[[ Supplied data open ]]

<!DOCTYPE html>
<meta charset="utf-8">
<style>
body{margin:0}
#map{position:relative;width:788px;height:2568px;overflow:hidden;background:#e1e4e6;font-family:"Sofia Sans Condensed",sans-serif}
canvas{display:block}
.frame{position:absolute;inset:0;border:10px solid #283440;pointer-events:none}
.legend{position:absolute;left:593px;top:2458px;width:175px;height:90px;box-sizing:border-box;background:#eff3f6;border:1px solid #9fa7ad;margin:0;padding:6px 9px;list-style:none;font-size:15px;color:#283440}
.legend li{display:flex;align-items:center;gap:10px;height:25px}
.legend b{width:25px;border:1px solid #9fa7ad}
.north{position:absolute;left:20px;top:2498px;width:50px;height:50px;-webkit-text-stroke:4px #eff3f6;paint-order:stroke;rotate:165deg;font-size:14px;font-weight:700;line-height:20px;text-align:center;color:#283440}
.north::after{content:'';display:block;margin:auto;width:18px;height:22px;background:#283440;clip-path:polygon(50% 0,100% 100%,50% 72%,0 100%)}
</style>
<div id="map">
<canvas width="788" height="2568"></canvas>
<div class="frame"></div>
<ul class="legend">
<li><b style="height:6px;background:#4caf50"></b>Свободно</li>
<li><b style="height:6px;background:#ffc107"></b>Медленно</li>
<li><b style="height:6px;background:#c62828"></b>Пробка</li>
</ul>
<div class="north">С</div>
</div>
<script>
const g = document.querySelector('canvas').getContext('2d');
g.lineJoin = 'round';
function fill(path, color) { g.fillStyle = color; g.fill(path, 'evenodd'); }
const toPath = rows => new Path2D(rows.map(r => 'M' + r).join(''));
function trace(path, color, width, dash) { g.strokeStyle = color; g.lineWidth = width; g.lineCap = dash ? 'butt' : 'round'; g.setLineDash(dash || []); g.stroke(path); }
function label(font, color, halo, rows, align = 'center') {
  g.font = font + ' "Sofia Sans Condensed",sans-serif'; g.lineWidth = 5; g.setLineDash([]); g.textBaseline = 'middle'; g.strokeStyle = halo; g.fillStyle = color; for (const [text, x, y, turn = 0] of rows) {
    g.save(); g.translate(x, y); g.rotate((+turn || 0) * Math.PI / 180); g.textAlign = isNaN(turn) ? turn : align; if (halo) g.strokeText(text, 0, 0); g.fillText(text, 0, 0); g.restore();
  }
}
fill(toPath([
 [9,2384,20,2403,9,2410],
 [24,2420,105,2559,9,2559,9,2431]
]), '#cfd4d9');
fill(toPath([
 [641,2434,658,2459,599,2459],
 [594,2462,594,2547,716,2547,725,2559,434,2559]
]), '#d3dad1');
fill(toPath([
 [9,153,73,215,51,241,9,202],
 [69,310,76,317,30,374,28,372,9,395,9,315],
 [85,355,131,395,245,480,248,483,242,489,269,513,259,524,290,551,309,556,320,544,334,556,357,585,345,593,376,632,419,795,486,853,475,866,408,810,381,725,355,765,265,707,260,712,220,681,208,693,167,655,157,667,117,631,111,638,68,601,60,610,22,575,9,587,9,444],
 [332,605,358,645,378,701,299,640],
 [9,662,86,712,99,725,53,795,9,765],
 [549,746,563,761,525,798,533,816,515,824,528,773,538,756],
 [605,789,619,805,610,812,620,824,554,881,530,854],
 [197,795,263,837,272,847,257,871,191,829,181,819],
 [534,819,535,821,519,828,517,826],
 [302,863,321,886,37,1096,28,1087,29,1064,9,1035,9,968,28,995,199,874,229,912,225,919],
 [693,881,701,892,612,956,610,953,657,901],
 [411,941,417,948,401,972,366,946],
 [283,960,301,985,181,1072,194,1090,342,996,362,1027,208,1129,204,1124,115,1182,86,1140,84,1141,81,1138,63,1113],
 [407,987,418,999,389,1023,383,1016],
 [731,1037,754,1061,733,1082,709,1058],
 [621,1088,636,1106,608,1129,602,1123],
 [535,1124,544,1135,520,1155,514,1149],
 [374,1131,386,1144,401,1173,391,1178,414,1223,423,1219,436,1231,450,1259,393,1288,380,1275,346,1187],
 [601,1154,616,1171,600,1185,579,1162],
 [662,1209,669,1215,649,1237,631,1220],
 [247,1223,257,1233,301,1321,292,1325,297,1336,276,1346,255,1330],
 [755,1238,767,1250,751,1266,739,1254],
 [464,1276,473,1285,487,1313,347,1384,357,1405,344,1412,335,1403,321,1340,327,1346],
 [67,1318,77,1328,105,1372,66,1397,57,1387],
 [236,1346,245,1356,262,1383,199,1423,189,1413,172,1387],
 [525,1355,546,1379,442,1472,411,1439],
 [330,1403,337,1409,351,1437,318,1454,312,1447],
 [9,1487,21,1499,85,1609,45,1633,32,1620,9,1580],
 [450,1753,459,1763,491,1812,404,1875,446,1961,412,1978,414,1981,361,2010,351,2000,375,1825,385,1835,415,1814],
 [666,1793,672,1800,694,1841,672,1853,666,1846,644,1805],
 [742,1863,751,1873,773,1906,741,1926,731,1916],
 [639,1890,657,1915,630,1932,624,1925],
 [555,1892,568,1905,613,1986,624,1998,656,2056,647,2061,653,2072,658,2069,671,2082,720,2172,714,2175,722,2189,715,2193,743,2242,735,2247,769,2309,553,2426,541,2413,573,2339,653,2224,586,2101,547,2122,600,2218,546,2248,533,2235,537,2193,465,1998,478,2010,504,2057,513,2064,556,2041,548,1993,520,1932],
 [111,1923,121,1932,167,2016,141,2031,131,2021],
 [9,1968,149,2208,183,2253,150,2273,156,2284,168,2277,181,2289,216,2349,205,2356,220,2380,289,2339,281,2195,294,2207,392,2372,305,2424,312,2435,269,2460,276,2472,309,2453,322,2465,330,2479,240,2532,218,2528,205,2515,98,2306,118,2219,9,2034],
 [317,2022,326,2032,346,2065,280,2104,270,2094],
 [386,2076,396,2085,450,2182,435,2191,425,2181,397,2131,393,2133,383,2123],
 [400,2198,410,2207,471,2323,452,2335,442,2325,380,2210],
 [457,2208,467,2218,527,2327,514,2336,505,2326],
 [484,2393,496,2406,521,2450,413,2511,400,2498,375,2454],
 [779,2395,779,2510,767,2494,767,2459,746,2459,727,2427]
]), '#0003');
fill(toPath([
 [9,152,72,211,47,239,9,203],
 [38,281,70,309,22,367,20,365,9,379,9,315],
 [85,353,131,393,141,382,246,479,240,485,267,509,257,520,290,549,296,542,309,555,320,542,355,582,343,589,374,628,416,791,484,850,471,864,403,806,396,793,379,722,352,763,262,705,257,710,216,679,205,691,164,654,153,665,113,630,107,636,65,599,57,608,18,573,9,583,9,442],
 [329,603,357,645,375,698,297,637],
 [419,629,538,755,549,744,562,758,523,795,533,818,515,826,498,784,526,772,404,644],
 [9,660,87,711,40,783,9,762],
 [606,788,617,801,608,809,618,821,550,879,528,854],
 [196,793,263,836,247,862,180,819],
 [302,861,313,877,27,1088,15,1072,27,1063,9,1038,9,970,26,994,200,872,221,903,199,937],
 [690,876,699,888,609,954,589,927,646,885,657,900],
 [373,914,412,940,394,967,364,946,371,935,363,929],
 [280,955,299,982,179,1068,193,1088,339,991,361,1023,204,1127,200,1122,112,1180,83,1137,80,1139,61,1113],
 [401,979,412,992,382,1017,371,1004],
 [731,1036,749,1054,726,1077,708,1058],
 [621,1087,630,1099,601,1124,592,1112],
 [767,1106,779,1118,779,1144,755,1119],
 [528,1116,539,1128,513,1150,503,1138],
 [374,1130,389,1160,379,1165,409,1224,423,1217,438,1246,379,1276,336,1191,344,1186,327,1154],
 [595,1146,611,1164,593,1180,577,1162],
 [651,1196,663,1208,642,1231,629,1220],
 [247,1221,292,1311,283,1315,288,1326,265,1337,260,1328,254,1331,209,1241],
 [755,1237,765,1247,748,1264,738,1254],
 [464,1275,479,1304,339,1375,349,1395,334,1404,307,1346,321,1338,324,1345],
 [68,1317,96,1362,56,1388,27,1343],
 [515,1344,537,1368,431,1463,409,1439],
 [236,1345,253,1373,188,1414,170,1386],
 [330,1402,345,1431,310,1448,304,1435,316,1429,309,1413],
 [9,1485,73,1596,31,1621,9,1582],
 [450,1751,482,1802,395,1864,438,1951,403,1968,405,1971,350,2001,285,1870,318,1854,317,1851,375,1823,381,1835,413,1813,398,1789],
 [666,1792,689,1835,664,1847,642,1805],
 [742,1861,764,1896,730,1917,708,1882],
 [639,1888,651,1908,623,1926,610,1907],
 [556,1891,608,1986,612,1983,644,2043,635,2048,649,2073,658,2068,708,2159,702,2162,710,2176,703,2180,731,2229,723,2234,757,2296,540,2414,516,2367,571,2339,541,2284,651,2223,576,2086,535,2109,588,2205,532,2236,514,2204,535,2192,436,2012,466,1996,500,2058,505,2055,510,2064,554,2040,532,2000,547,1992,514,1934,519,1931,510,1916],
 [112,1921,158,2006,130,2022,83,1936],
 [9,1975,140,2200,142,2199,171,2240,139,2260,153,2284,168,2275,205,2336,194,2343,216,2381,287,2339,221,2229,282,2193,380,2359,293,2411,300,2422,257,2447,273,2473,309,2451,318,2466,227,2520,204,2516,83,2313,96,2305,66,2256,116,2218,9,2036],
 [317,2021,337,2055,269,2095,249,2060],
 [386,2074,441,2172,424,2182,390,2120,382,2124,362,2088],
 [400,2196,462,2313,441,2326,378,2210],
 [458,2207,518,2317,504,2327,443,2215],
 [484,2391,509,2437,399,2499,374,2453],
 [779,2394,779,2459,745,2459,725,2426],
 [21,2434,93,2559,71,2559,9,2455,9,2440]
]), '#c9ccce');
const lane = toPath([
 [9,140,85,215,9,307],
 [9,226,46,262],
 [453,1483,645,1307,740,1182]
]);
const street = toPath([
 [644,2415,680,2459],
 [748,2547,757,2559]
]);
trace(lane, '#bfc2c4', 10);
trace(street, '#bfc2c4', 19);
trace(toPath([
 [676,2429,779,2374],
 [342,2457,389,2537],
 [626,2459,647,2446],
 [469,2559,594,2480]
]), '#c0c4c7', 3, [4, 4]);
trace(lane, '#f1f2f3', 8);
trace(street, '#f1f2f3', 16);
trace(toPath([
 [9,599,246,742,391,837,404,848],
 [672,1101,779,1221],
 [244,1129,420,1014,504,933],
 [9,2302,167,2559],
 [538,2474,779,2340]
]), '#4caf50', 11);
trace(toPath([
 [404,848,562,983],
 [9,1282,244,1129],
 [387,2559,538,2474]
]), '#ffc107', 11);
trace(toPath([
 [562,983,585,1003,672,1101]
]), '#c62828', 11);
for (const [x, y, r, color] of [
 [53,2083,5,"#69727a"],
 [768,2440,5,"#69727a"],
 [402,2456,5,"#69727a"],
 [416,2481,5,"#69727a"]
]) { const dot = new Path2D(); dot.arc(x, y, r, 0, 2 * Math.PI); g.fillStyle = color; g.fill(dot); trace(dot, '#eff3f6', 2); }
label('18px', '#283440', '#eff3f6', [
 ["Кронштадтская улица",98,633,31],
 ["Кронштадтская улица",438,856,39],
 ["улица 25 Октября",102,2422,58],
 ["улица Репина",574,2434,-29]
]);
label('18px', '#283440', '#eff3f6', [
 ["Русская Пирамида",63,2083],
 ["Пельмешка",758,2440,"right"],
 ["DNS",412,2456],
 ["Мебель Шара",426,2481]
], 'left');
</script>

[[ Supplied data closed ]]

From the listing above, pick out each line where the word "halo" appears.

- Task answer
function label(font, color, halo, rows, align = 'center') {
  g.font = font + ' "Sofia Sans Condensed",sans-serif'; g.lineWidth = 5; g.setLineDash([]); g.textBaseline = 'middle'; g.strokeStyle = halo; g.fillStyle = color; for (const [text, x, y, turn = 0] of rows) {
    g.save(); g.translate(x, y); g.rotate((+turn || 0) * Math.PI / 180); g.textAlign = isNaN(turn) ? turn : align; if (halo) g.strokeText(text, 0, 0); g.fillText(text, 0, 0); g.restore();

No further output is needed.